How can CharUpper and CharLower guarantee that the uppercase version of a string is the same length as the lowercase version?

Raymond Chen

The CharUpper function takes a buffer of characters and converts them in place to uppercase. This requires that the uppercase version of any character occupy the same number of code units as the lowercase counterpart. However, there is nothing in the Unicode specification that appears to require this. Did Microsoft come to some sort of special under-the-table deal with the Unicode Consortium to ensure that this property holds for all characters?

No, there is no such special under-the-table deal, probably because there is also no such guarantee. And in fact, there are counterexamples if you look closely enough. We noted earlier that the uppercase version of the ß character for a long time was the two-character combination SS. (This got even more complicated with the adoption of the capital ẞ in 2017.) There’s also U+1F80 GREEK SMALL LETTER ALPHA WITH PSILI AND YPOGEGRAMMENI “ᾀ” whose uppercase version is the two characters U+1F08 GREEK CAPITAL LETTER ALPHA WITH PSILI and U+0399 GREEK CAPITAL LETTER IOTA “ἈΙ”. But if you ask CharUpper to convert them, it leaves ß unchanged, and it converts “ᾀ” to U+1F88 GREEK CAPITAL LETTER ALPHA WITH PSILI AND PROSGEGRAMMENI “ᾈ”.

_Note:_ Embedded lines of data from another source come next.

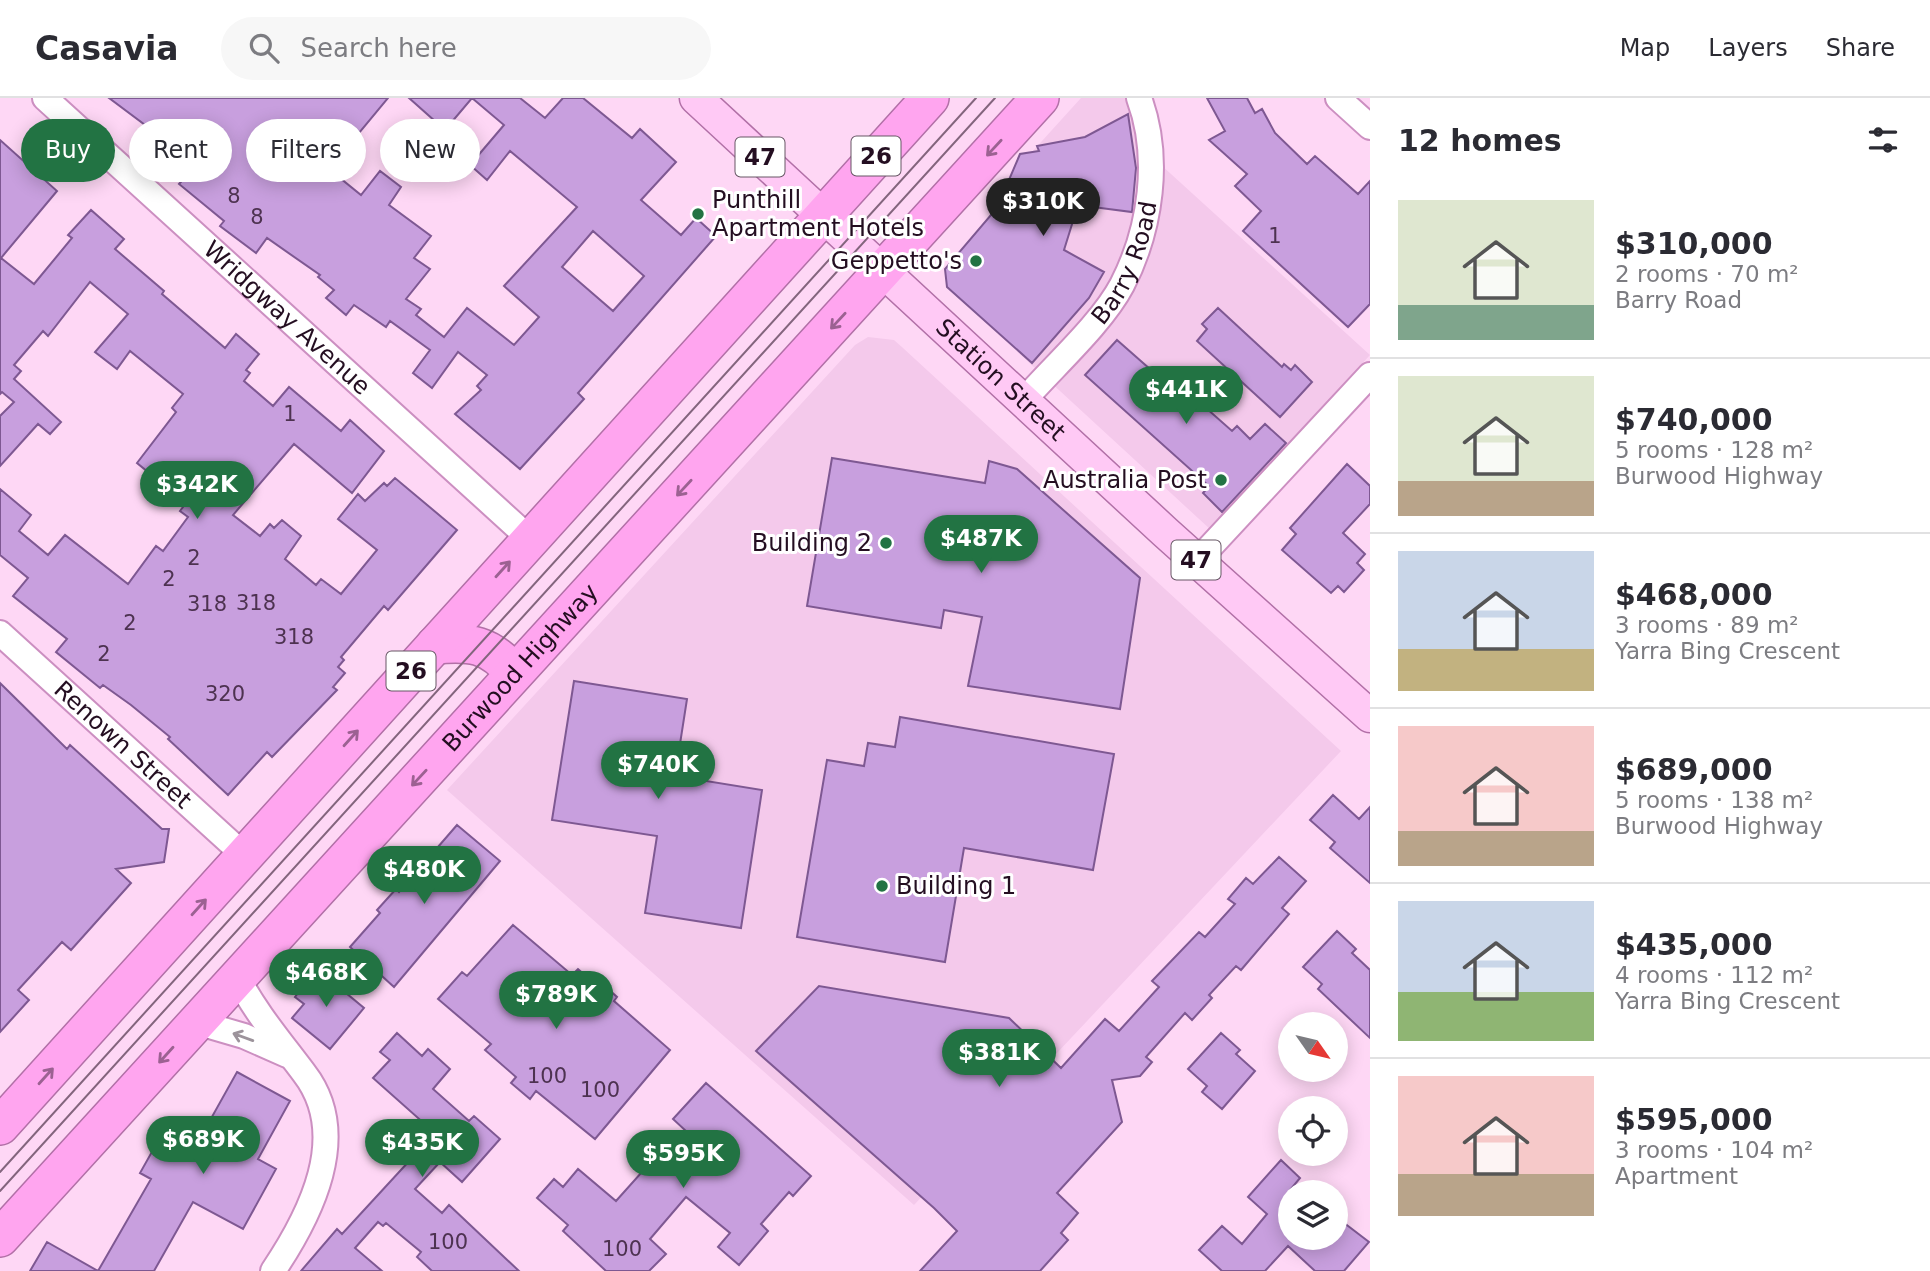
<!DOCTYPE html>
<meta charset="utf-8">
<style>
body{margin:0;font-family:"DejaVu Sans",sans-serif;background:#f7f7f7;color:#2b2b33;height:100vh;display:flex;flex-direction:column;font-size:26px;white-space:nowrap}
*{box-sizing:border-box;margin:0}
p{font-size:23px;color:#7c7c81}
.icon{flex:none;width:38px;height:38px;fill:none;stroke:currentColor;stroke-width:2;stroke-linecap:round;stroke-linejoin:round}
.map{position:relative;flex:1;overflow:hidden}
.panel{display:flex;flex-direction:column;background:#fff;width:560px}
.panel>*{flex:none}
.top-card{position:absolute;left:21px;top:21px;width:665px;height:63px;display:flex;gap:14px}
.needle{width:46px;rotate:124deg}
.buttons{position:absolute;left:1278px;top:914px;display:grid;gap:14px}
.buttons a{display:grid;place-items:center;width:70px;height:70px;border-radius:50%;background:#fff;box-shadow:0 4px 18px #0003;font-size:35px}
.price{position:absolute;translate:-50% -60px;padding:0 16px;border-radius:24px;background:#227343;color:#fff;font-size:23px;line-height:46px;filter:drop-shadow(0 2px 4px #0008)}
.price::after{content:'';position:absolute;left:50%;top:42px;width:21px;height:16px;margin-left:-10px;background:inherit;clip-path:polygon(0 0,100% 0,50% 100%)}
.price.active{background:#222;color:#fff}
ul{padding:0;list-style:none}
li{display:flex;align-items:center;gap:21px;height:175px;padding:0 28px}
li+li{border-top:2px solid #e1e1e2}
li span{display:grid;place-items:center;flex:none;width:196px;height:140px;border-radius:0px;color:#555}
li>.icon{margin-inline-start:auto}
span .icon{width:84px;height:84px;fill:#fffc;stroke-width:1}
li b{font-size:30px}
h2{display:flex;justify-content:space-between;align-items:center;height:84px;padding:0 28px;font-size:30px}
.chip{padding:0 24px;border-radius:32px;background:#fff;box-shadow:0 4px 18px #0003;font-size:24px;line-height:63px}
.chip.active{background:#227343;color:#fff}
header{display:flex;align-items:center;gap:42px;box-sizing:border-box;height:98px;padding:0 35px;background:#fff;border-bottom:2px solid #e1e1e2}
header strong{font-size:33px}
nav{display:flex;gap:38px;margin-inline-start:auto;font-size:24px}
.search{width:490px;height:63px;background:#f7f7f7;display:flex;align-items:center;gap:18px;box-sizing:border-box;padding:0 24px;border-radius:38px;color:#7c7c81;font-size:26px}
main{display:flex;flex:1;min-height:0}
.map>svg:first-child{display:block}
.built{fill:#f4c9eb}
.building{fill:#c89fde;stroke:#7e5892;stroke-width:2;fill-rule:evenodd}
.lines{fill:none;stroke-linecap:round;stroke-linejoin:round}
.minor-casing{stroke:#cc8fc1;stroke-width:28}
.major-casing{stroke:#b270a7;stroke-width:35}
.highway-casing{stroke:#b270a7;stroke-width:40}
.minor{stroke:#fff;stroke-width:24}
.major{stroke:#ffc9f5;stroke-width:32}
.highway{stroke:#ffa5ef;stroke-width:37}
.tram{stroke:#83657d;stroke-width:2}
.oneway{stroke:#9c6192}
.oneway2{stroke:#9c939b}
.poi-dot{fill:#227343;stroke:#fff;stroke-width:2.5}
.labels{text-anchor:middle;stroke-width:6;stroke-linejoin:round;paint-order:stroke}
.number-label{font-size:21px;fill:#4d3250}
.shield{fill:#fff;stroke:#665664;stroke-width:2}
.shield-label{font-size:23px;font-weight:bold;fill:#240e21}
.poi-label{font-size:24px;fill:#240e21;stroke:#fff;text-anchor:end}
.street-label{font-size:24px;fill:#240e21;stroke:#fff}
</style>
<header>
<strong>Casavia</strong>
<div class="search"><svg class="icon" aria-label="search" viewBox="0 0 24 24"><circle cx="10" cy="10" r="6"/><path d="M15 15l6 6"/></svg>Search here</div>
<nav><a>Map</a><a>Layers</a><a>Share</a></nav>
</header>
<main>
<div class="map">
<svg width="1370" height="1173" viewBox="0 0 1370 1173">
<rect width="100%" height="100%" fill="#fed7f5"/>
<!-- built -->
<path class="built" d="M1081,0H1125L1138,46L1370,257L1211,432L947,189L945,171L997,110L1020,56L1032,54Z
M868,239L894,242L903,250L1341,653L914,1107L447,692L855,247Z"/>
<!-- building -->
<path class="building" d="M109,0H388L329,71L361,97L380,73L401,89L389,107L431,138L414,160L430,171L406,201L421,211L416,217L444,239L467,210L514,247L539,219L504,188L577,109L510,53L487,82L470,67L504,27L472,0L445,32L409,0H520L545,20L563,0H583L632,40L640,31L676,64L641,102L681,137L696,120L716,138L578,295L584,301L520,371L455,316L481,292L477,288L487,277L458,254L432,290L413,275L430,252L390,223L386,229L354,207L346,217L326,200L334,192L318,179L320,177L267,140L256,155L220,128L224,123L179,86L195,68L165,46L161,52L138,36L145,27ZM593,133L644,178L613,213L562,169Z
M1207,0H1247L1255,15L1262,11L1275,35L1307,66L1315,58L1358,96L1370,83V206L1348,229L1243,133L1261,113L1235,88L1247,76L1209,42L1225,33Z
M1128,16L1136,70L1132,114L1078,107L1064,152L1104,174L1089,200L1032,265L947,189L945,171L997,110L1020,56L1039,53L1037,48L1085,39Z
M0,42L57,93L1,160L34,186L72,140L68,137L91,112L124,141L115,151L164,193L162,196L225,250L236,236L259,256L246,272L250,275L244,283L273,308L289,289L341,333L350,322L384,353L352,395L294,346L233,417L260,438L270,426L274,430L282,422L301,438L285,461L316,487L321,481L341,496L377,452L338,421L358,396L365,403L384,385L387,388L395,380L457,432L388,512L384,508L341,559L344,562L338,569L345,575L333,589L337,592L272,659L267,654L228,697L168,641L170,639L131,607L103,587L100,590L56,554L67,541L13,498L28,480L0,457V391L31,417L19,433L48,457L65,437L128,486L156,448L163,453L188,419L180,413L186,405L137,365L176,314L172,310L183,296L130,253L117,271L95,254L128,216L90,184L48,238L43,233L14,267L21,273L14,281L61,324L50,336L38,326L0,368V318L14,304L2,294L0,296Z
M1218,210L1282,269L1284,266L1291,272L1295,267L1312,284L1280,319L1197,243L1207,231L1202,226Z
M1117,242L1184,301L1189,295L1232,333L1237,328L1250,341L1265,326L1286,345L1222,414L1203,395L1209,388L1085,277Z
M832,360L985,385L989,363L1017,371L1140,480L1120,611L968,588L982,519L944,512L941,530L807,508Z
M1347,366L1370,388V406L1343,435L1365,456L1357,465L1364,472L1344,494L1338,488L1331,495L1282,452L1296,436L1290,430Z
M574,583L687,601L675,678L762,692L741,830L645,815L657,738L552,722Z
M0,585L67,651L70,647L162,731H169L164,764L116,771L131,785L71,852L62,844L18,892L29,902L0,934Z
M900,619L1114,656L1093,772L964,750L945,864L797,839L827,662L864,668L868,645L895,649Z
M1333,697L1359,721L1370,709V785L1330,750L1335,744L1310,722Z
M457,727L500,763L394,889L350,849L380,815L377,812L396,791L399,794Z
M1279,759L1306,783L1282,810L1289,816L1241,872L1236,868L1209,897L1212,900L1192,922L1185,915L1146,959L1152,964L1140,978L1112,982L1122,1024L1057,1095L1078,1115L1061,1135L1068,1142L1040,1173H920L957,1133L934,1110L756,953L819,888L1009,920L1061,970L1105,921L1119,933L1159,889L1152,883L1199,834L1205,839L1235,806L1228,801L1246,780L1253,786Z
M513,827L572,877L578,871L594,885L597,881L617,899L614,903L670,952L595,1041L536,993L530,1001L511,985L516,979L485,952L491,946L438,901L462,874L467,878Z
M1337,833L1356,851L1352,855L1370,872V940L1318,891L1322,886L1303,869Z
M317,871L364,910L330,951L292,920L304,906L295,899Z
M397,935L422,958L428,951L450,971L433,991L469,1023L474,1018L500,1041L462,1084L440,1064L415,1091L442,1115L449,1107L519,1173H432L417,1159L421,1154L386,1125L383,1128L378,1124L355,1150L382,1173H301L337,1131L342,1136L435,1035L373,980L390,962L380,954Z
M1221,935L1240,952L1236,956L1255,973L1222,1011L1202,994L1207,988L1188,971Z
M237,974L290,1003L258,1061L276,1071L243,1131L193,1104L154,1173H98L151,1081L140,1075L158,1043L189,1060Z
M706,985L811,1078L793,1098L789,1094L761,1126L768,1133L739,1167L718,1149L730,1135L686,1099L650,1141L666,1156L649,1173H606L563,1133L568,1127L537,1100L554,1081L563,1089L578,1071L616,1103L649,1066L654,1070L686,1033L673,1021Z
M1281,1062L1300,1080L1290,1092V1139H1335V1118L1369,1144L1344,1173H1315L1288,1148L1265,1173H1222L1199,1152L1222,1128L1242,1146L1267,1116L1248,1099Z
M47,1144L98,1173H30Z"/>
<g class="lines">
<!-- minor casing -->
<g class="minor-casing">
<g id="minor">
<path id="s1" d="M45,0L529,440"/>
<path d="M1338,0L1370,29"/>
<path id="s2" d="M1025,301C1054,268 1102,225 1122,187C1151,131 1161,59 1139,0"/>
<path d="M1197,463L1370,277"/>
<path id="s3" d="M0,535L245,758"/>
<path d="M237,879C256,915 280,943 304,975C352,1037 310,1118 273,1173"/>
<path d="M196,924L244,938L287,957"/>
</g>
</g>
<!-- major casing -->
<g class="major-casing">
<g id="major">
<path id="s4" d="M696,0L1165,434L1370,618"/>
</g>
</g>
<!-- highway casing -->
<g class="highway-casing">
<g id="highway">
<path d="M435,547C471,544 489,545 514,575"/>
<path d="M0,1028L930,0"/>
<path id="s5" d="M0,1140L1040,0"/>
</g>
</g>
<!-- minor -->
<use href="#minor" class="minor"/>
<!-- major -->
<use href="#major" class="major"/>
<!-- highway -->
<use href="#highway" class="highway"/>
<!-- tram -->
<path class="tram" d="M0,1074L976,0
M0,1093L995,0"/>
</g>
<!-- one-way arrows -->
<defs><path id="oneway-shaft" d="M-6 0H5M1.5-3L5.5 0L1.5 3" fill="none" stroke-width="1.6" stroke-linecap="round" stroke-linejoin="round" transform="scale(1.75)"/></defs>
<g class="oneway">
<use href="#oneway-shaft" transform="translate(994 50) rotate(133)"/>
<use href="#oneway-shaft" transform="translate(838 223) rotate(133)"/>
<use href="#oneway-shaft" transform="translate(684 390) rotate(133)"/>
<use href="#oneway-shaft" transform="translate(503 471) rotate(-48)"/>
<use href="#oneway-shaft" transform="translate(351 640) rotate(-48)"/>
<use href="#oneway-shaft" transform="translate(419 680) rotate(133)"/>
<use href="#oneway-shaft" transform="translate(199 809) rotate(-48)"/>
<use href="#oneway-shaft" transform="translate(166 957) rotate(132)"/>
<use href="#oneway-shaft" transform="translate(46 978) rotate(-48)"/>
</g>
<use class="oneway2" href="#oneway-shaft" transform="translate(243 939) rotate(-160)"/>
<!-- markers -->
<g class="poi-dot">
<circle cx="698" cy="116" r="7"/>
<circle cx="976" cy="163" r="7"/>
<circle cx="1221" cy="382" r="7"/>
<circle cx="886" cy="445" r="7"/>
<circle cx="882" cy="788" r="7"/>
</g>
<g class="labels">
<!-- number labels -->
<g class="number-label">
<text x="234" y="105">8</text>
<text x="257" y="126">8</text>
<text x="1275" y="145">1</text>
<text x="290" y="323">1</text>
<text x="194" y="467">2</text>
<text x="169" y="488">2</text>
<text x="256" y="512">318</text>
<text x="207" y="513">318</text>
<text x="130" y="532">2</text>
<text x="294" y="546">318</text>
<text x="104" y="563">2</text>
<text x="225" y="603">320</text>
<text x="547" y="985">100</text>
<text x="600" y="999">100</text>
<text x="448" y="1151">100</text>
<text x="622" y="1158">100</text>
</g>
<!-- shield labels -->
<g class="shield">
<rect x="851.5" y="38.5" width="49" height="39" rx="5"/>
<rect x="735.5" y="39.5" width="49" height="39" rx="5"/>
<rect x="1171.5" y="442.5" width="49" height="39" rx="5"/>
<rect x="386.5" y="553.5" width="49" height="39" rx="5"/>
</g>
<g class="shield-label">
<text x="876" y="66">26</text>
<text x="760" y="67">47</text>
<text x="1196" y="470">47</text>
<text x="411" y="581">26</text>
</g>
<!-- poi labels -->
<g class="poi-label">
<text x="712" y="110" text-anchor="start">Punthill<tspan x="712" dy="28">Apartment Hotels</tspan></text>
<text x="962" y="171">Geppetto's</text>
<text x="1207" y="390">Australia Post</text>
<text x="872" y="453">Building 2</text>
<text x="896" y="796" text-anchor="start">Building 1</text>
</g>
<!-- street labels -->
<g class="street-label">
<text dy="8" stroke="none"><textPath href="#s2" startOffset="172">Barry Road</textPath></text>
<text dy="8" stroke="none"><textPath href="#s1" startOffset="327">Wridgway Avenue</textPath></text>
<text dy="8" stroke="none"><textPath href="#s4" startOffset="415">Station Street</textPath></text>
<text dy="8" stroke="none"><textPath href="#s5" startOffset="772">Burwood Highway</textPath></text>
<text dy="8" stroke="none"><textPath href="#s3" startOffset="166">Renown Street</textPath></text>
</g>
</g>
</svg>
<div class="buttons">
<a><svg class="needle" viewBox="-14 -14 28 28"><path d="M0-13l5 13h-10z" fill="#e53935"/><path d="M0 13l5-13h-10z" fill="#7c7c81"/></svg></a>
<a><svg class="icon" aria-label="locate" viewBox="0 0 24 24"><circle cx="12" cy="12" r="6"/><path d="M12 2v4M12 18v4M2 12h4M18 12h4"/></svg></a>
<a><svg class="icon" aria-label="layers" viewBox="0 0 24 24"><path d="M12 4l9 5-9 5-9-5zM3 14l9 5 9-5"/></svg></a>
</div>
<b class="price active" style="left:1043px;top:140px">$310K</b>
<b class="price" style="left:1186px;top:328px">$441K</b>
<b class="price" style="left:197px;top:423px">$342K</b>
<b class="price" style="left:981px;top:477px">$487K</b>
<b class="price" style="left:658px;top:703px">$740K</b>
<b class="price" style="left:424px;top:808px">$480K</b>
<b class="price" style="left:326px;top:911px">$468K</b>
<b class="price" style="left:556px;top:933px">$789K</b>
<b class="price" style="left:999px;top:991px">$381K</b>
<b class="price" style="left:203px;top:1078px">$689K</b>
<b class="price" style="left:422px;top:1081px">$435K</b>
<b class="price" style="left:683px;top:1092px">$595K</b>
<div class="top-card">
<a class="chip active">Buy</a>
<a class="chip">Rent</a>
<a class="chip">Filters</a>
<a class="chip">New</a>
</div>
</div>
<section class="panel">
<h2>12 homes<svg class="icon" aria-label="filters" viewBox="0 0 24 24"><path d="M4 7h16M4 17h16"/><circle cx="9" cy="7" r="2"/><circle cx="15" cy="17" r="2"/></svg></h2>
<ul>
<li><span style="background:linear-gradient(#dfe7d0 75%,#7fa58c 0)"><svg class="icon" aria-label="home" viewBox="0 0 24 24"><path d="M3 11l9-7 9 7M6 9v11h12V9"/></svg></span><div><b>$310,000</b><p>2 rooms · 70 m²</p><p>Barry Road</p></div></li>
<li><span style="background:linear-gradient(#dfe7d0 75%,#b9a48a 0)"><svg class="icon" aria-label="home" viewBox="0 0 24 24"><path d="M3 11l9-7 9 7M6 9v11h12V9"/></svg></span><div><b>$740,000</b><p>5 rooms · 128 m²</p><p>Burwood Highway</p></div></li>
<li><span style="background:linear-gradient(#c9d6e8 70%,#c2b280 0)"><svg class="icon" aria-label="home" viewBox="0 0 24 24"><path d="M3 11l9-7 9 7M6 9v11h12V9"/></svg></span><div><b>$468,000</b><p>3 rooms · 89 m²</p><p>Yarra Bing Crescent</p></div></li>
<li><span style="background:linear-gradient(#f6c9c9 75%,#b9a48a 0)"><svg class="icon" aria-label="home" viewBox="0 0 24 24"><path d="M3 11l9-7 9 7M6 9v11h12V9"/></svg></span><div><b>$689,000</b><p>5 rooms · 138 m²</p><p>Burwood Highway</p></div></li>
<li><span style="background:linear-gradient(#c9d6e8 65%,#8fb573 0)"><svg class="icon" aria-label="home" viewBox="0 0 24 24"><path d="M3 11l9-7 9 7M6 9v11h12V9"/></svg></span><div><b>$435,000</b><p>4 rooms · 112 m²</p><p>Yarra Bing Crescent</p></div></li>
<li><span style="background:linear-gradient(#f6c9c9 70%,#b9a48a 0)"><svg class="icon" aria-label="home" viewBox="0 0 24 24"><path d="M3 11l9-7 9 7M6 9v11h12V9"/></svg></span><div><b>$595,000</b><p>3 rooms · 104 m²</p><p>Apartment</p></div></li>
</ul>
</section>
</main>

The CharUpper function tries to convert the string in place, but if the uppercase and lowercase versions of a character are not the same length, then it panics and does something strange.

The CharUpper function is a legacy function that remains for compatibility with the AnsiUpper function in 16-bit Windows, and we saw last time that the AnsiUpper function was originally hard-coded to code page 1252. Over time, Windows added support for other code pages, and they happened to have enjoyed the property that the uppercase and lowercase versions of a string have the same length. (Again, if you ignore the weird ß ↔ SS thing.)

Eventually, that rule broke down, but you can’t go back in time and kill CharUpper‘s parents before it was born. You just have to accept that there’s this thing called CharUpper that has some baked-in assumptions that are wrong. If you give it a string that violates those assumptions, then it does what it can, but the results aren’t the best.

I would consider the CharUpper and CharLower family of functions to be deprecated. Instead, use the LCMapStringEx function with the LCMAP_UPPERCASE or LCMAP_LOWERCASE flag, as appropriate.